May 3, 2013 — An international group of leading stem cell researchers has issued a statement that specifies concerns about the development and use of unproven stem cell therapies. The commentary is published online today in The EMBO Journal ahead of a debate in the Italian parliament on whether to change a recent law that allows certain untested stem cell therapies to be used by the public health system. The authors of the commentary argue that rigorous clinical testing and regulation of stem cell therapies are essential to introduce safe and effective medical interventions for patients.
"Stem cells may offer unprecedented opportunities to develop treatments for many diseases with unmet medical needs. This will take time. However, only rigorous science and responsible regulation can ensure the safe and effective translation of science into effective therapies," remarked Paolo Bianco, Pathologist, Stem Cell Biologist, Professor of Pathology at the University of Roma "La Sapienza" and one of the 13 authors of the commentary who come from Italy, Germany, the United Kingdom, The Netherlands and the United States.
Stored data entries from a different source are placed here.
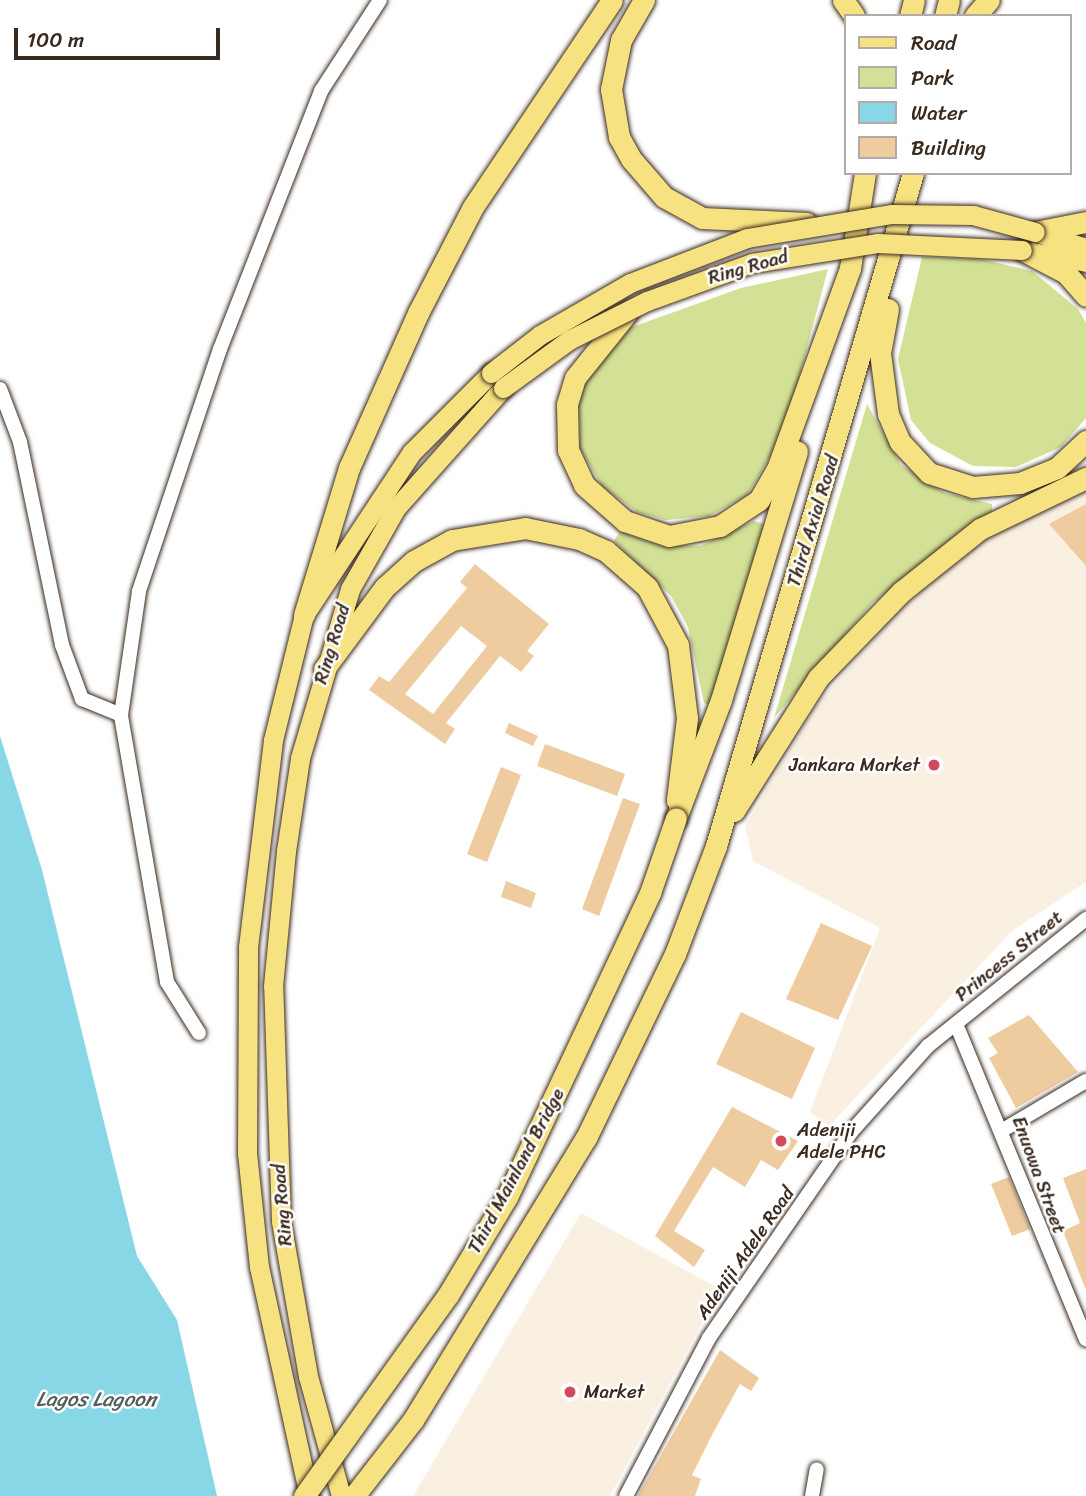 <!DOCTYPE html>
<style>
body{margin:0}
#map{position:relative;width:1086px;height:1496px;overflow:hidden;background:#fff;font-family:Sriracha,sans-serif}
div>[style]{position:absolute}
.built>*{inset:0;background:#faf0e2}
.green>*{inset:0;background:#d2e195}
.water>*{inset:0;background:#88d7e6}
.building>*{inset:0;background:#efcca0}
.roads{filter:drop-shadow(0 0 2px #3b2a1e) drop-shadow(0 0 2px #3b2a1e)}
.minor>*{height:14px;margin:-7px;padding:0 7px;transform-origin:7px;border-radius:7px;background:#fff}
.major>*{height:19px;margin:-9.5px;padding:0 9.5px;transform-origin:9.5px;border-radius:9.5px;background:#f7e281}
.highway>*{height:21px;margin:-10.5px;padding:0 10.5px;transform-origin:10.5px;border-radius:10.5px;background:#f7e281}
.bridges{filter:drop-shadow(0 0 2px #3b2a1e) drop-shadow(0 0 2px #3b2a1e)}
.major-bridge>*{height:19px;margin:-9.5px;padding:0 9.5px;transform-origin:9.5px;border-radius:9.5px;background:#f7e281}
.highway-bridge>*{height:21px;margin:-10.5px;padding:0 10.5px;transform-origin:10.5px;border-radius:10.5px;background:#f7e281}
.dots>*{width:19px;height:19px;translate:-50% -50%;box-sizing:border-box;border:4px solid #fff;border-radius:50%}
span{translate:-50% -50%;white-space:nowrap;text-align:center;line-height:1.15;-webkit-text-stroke:5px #fff;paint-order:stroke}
.street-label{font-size:19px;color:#3b2a1e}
.poi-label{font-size:19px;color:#3b2a1e}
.right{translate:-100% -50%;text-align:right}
.left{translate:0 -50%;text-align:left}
.water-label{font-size:21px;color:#525e5a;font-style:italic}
.legend{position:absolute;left:844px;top:14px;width:228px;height:161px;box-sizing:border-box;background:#fff;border:2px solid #b1aaa5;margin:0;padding:9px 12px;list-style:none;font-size:21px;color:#3b2a1e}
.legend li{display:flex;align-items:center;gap:14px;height:35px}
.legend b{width:35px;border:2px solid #b1aaa5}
.scale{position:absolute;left:14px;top:28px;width:206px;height:32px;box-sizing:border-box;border:4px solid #3b2a1e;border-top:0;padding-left:9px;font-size:21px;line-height:24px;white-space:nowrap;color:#3b2a1e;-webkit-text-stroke:5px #fff;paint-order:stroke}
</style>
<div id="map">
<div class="built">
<i style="clip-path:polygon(1086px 488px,1086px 882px,1012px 931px,829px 1126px,810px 1112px,880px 928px,753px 861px,745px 826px,818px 703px,903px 607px,977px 543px)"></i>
<i style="clip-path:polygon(581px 1213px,720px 1289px,610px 1496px,413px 1496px)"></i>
</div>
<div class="green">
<i style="clip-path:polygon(922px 257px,980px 259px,1032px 271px,1078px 309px,1086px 323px,1086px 418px,1061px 447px,1016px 467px,973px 466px,930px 443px,911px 420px,898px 359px)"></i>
<i style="clip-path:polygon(828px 269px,784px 433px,747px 495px,709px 516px,666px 520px,637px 512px,602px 486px,580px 448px,579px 389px,621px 331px,741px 288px)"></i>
<i style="clip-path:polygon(867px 404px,901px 465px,945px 493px,992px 504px,992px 513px,872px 603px,774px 718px)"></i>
<i style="clip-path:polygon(754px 521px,765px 524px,711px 705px,704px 703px,688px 627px,671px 596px,614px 541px,620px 531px,656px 544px,700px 546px)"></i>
</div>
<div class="water">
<i style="clip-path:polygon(0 736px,42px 870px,137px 1256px,177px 1320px,217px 1496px,0 1496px)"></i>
</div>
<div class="building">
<i style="clip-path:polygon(1086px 504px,1086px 566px,1049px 524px)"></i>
<i style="clip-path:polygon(evenodd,475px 564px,549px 624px,527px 651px,534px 656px,521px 672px,500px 656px,446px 723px,455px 729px,445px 744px,369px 690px,379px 676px,389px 682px,467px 588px,460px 582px,475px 564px,461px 626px,487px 646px,433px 714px,405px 694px,461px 626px)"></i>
<i style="clip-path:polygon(509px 723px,538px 736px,533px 746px,505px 733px)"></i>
<i style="clip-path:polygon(545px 744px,625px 774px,617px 796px,537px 766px)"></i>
<i style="clip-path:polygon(501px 767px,521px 775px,487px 862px,467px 854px)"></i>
<i style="clip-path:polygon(623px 798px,640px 804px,599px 916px,582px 909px)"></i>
<i style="clip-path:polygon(506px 881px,536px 893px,531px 908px,501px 897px)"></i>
<i style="clip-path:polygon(821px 923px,872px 946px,838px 1020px,786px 999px)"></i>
<i style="clip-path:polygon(741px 1012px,815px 1048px,792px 1099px,716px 1064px)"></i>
<i style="clip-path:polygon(1029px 1015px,1078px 1072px,1016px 1108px,989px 1058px,998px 1053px,988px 1038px)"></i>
<i style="clip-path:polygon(732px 1107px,798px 1141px,778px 1170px,761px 1160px,745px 1187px,713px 1167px,674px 1231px,705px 1250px,694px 1267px,655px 1236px)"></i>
<i style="clip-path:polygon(1086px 1169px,1086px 1288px,1085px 1288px,1063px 1231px,1080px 1223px,1063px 1178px)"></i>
<i style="clip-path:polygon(1009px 1177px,1030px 1229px,1012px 1236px,991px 1184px)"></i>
<i style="clip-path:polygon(720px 1350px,759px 1378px,751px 1391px,740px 1384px,713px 1433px,692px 1475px,701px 1479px,695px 1496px,638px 1496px)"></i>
</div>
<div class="roads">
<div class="minor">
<i style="left:0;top:389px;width:57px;rotate:69.3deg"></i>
<i style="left:20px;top:442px;width:207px;rotate:78.3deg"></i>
<i style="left:62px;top:645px;width:58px;rotate:69.7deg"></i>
<i style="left:82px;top:699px;width:42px;rotate:22.3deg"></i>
<i style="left:956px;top:1024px;width:341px;rotate:67.6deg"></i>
<i style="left:199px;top:1033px;width:60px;rotate:-122.1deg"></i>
<i style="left:167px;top:982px;width:271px;rotate:-99.8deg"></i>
<i style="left:121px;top:715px;width:125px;rotate:-81.7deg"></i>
<i style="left:139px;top:591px;width:255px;rotate:-71.5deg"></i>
<i style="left:220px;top:349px;width:277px;rotate:-68.6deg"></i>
<i style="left:321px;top:91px;width:108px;rotate:-57deg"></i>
<i style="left:1003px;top:1130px;width:96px;rotate:-30.6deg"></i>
<i style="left:626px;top:1496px;width:178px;rotate:-62.3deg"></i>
<i style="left:709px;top:1338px;width:250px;rotate:-55.4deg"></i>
<i style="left:851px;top:1132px;width:115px;rotate:-48.2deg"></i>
<i style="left:928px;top:1046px;width:203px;rotate:-38.8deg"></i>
<i style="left:812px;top:1496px;width:27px;rotate:-80deg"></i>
</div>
<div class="major">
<i style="left:1035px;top:232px;width:53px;rotate:17.4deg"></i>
<i style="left:1033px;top:252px;width:54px;rotate:10.7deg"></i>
<i style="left:309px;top:1496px;width:234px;rotate:-102.3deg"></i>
<i style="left:259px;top:1267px;width:115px;rotate:-96deg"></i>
<i style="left:247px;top:1153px;width:206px;rotate:-89.7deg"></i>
<i style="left:248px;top:947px;width:209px;rotate:-83.1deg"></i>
<i style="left:273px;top:740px;width:129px;rotate:-76.1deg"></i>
<i style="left:304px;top:615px;width:196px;rotate:-56.5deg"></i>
<i style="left:412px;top:452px;width:112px;rotate:-45deg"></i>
<i style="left:341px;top:1496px;width:124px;rotate:-105.4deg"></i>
<i style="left:308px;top:1376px;width:157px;rotate:-99.9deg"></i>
<i style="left:281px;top:1221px;width:235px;rotate:-91.9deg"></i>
<i style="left:273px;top:986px;width:136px;rotate:-84.5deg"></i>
<i style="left:286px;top:851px;width:94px;rotate:-81.4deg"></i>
<i style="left:300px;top:758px;width:176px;rotate:-73.5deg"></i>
<i style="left:350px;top:589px;width:93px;rotate:-60.4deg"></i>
<i style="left:396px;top:508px;width:161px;rotate:-48.3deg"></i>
</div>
<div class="highway">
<i style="left:644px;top:0;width:46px;rotate:119.9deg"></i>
<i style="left:621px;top:40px;width:50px;rotate:101.5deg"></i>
<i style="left:611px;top:89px;width:49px;rotate:80.5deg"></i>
<i style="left:619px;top:137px;width:26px;rotate:61deg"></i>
<i style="left:632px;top:160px;width:49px;rotate:49.1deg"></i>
<i style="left:664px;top:197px;width:43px;rotate:28.9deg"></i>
<i style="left:702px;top:218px;width:105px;rotate:2.7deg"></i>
<i style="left:843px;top:0;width:19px;rotate:55deg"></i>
<i style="left:910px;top:16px;width:16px;rotate:-76deg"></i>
<i style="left:945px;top:16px;width:16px;rotate:-76deg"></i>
<i style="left:975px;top:16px;width:21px;rotate:-49deg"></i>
<i style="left:1035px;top:232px;width:52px;rotate:-11.1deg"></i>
<i style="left:1022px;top:250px;width:50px;rotate:27.6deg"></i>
<i style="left:1066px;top:273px;width:30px;rotate:49deg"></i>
<i style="left:888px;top:309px;width:45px;rotate:100.3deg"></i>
<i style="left:880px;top:353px;width:62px;rotate:82.5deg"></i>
<i style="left:888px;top:414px;width:30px;rotate:67deg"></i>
<i style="left:900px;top:442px;width:42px;rotate:46.9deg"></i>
<i style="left:929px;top:473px;width:46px;rotate:17.7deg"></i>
<i style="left:973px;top:487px;width:47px;rotate:-4.9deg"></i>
<i style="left:1020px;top:483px;width:40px;rotate:-22deg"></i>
<i style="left:1057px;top:468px;width:40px;rotate:-43deg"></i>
<i style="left:627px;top:313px;width:83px;rotate:128.7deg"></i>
<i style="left:575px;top:378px;width:28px;rotate:107deg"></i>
<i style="left:567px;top:405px;width:45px;rotate:88.7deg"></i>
<i style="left:568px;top:450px;width:38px;rotate:65deg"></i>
<i style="left:584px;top:485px;width:55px;rotate:41.3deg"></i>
<i style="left:625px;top:521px;width:46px;rotate:18.8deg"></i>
<i style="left:669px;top:536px;width:52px;rotate:-11.1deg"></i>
<i style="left:720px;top:526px;width:47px;rotate:-33.7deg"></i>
<i style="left:759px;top:500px;width:36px;rotate:-60deg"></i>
<i style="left:777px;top:469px;width:214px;rotate:-70deg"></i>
<i style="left:850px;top:268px;width:96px;rotate:-81deg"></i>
<i style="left:304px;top:615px;width:154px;rotate:-73deg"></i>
<i style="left:349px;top:468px;width:170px;rotate:-66deg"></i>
<i style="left:418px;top:313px;width:119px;rotate:-62.6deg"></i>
<i style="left:473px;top:207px;width:249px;rotate:-56.1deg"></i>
<i style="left:324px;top:669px;width:102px;rotate:-53.4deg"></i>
<i style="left:385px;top:587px;width:39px;rotate:-42deg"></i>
<i style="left:414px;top:561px;width:43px;rotate:-28.9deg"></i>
<i style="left:452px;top:540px;width:74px;rotate:-9.3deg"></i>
<i style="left:525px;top:528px;width:55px;rotate:11.5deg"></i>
<i style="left:579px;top:539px;width:30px;rotate:24deg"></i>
<i style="left:606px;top:551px;width:55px;rotate:41.3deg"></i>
<i style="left:647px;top:587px;width:66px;rotate:61.9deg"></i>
<i style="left:678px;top:645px;width:74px;rotate:83deg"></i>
<i style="left:687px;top:718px;width:83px;rotate:97deg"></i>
<i style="left:734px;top:811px;width:157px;rotate:-57.7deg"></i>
<i style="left:818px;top:678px;width:120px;rotate:-46deg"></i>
<i style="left:901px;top:592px;width:101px;rotate:-38.6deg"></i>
<i style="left:980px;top:529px;width:118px;rotate:-25.7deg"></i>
<i style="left:676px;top:818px;width:126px;rotate:-69.1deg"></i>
<i style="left:721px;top:700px;width:260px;rotate:-73deg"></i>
<i style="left:354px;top:1496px;width:96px;rotate:-52.2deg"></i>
<i style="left:413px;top:1420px;width:331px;rotate:-58.5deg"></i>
<i style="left:586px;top:1138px;width:204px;rotate:-64.2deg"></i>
<i style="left:675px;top:954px;width:116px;rotate:-69.2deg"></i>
<i style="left:716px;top:846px;width:701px;rotate:-73.68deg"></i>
</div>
</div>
<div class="bridges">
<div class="major-bridge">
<i style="left:491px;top:373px;width:62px;rotate:-37.8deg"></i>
<i style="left:540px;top:335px;width:104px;rotate:-30deg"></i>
<i style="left:630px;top:283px;width:125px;rotate:-21deg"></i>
<i style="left:747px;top:238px;width:147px;rotate:-9.4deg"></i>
<i style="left:892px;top:214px;width:81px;rotate:0.7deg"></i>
<i style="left:973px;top:215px;width:64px;rotate:15.3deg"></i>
<i style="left:503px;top:388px;width:82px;rotate:-36deg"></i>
<i style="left:569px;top:340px;width:87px;rotate:-26.6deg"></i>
<i style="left:647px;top:301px;width:112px;rotate:-19.9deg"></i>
<i style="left:752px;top:263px;width:128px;rotate:-9deg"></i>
<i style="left:878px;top:243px;width:144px;rotate:2.8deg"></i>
</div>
<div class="highway-bridge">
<i style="left:304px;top:1496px;width:247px;rotate:-54.4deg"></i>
<i style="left:448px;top:1295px;width:114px;rotate:-59deg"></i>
<i style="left:507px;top:1197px;width:336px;rotate:-64.8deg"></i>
<i style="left:650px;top:893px;width:79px;rotate:-70.9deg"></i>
</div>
</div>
<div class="dots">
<i style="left:934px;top:765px;background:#d1495b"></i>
<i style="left:781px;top:1141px;background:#d1495b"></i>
<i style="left:570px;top:1392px;background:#d1495b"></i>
</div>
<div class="street-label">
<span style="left:748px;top:267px;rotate:-16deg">Ring Road</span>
<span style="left:813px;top:521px;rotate:-73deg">Third Axial Road</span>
<span style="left:332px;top:644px;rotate:-73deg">Ring Road</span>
<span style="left:1009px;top:956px;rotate:-39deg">Princess Street</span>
<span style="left:516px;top:1171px;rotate:-62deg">Third Mainland Bridge</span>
<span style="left:1039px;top:1175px;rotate:70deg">Enuowa Street</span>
<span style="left:282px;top:1205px;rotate:-95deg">Ring Road</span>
<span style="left:745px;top:1253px;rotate:-55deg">Adeniji Adele Road</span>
</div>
<div class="poi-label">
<span class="right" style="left:920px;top:765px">Jankara Market</span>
<span class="left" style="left:797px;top:1141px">Adeniji<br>Adele PHC</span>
<span class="left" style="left:584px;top:1392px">Market</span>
</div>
<div class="water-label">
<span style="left:96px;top:1399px">Lagos Lagoon</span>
</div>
<ul class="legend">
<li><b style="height:9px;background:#f7e281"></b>Road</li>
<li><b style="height:19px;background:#d2e195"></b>Park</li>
<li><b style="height:19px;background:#88d7e6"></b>Water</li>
<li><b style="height:19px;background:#efcca0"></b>Building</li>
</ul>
<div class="scale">100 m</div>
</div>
The concerns of the scientific community have been heightened by pending legislative action that may allow routine administration of unproven stem cell therapies to patients in Italy. Despite a lack of rigorous clinical trials to test safety or efficacy, a ban of the treatment by health authorities, and a lack of peer review by the scientific community, the privately funded Stamina Foundation has been using cultured mesenchymal stem cells that have been exposed to putative conditions that favour neuronal differentiation to treat different diseases in severely or terminally ill patients.
The Italian Chamber decides shortly whether they will proceed with controversial legislation passed in the Senate on 21 March that allows the unproven stem cell treatment developed by the Stamina Foundation to be used for severely or terminally ill new patients for 18 months. "The adoption of this law may set a dangerous precedent for patients looking to be treated with other unproven stem cell therapies in Europe and other countries," remarked Hans Clevers, Professor of Molecular Genetics and President of the Royal Netherlands Academy of Arts and Sciences.
"Irrational and unverified stem cell treatments based on methods that are not validated or scientifically documented should not reach patients. Preventing this from happening is a specific responsibility of health authorities and governments worldwide to make sure that the hope and trust of patients are not misused," remarked Elena Cattaneo, Director of the Centre for Stem Cell Research at the University of Milan, Italy, and one of the scientists who contributed to the commentary. "Patients can be harmed and killed by medicines that have not been proven to be safe and effective via rigorously controlled clinical trials. The use of medicines that have not been manufactured to the highest possible standards is irresponsible."
Preclinical and clinical tests have been used successfully in the past for the introduction of therapies for bone marrow transplantation and the regeneration of skin and cornea in patients. The authors of the commentary emphasize that cell therapies must be approved by international and national regulatory agencies and remain under the strict vigilance of health authorities. Regulations already in place in the European Union insist that stem cell therapies follow the same safety and efficacy rules as pharmaceuticals. They need to be prepared and manufactured in highly controlled environments with precise protocols, traceability and accountability.
"It is disconcerting that the Italian Senate has passed amendments that permit the use of unproven stem cell therapies without proper vigilance or proper experiment, reclassifying them as transplants," commented Bianco. "Infusions of mesenchymal stem cells are not transplants in any way. In Europe and the United States, all kinds of cell preparations that are administered to patients following ex vivo culturing are classified as medicines, and monitored by drug agencies such as the US Food and Drug Administration, the European Medicines Agency and, in Italy, the Agenzia Italiana del Farmaco or AIFA. A host of proper and improper commercial interests might benefit from these new rules that abrogate both safety and proper ways of experimentation. Patients may be harmed," concluded Bianco.
Sean Morrison, Professor and Director of the Children's Medical Center Research Institute at UT Southwestern Medical Center in the United States, who is not an author on the paper, added: "Patients are ultimately not helped by therapies that are not based on sound science and that are not tested in systematic clinical trials. Efforts to water down regulation in this area may create opportunities for some individuals to prey on the hopes of desperate patients."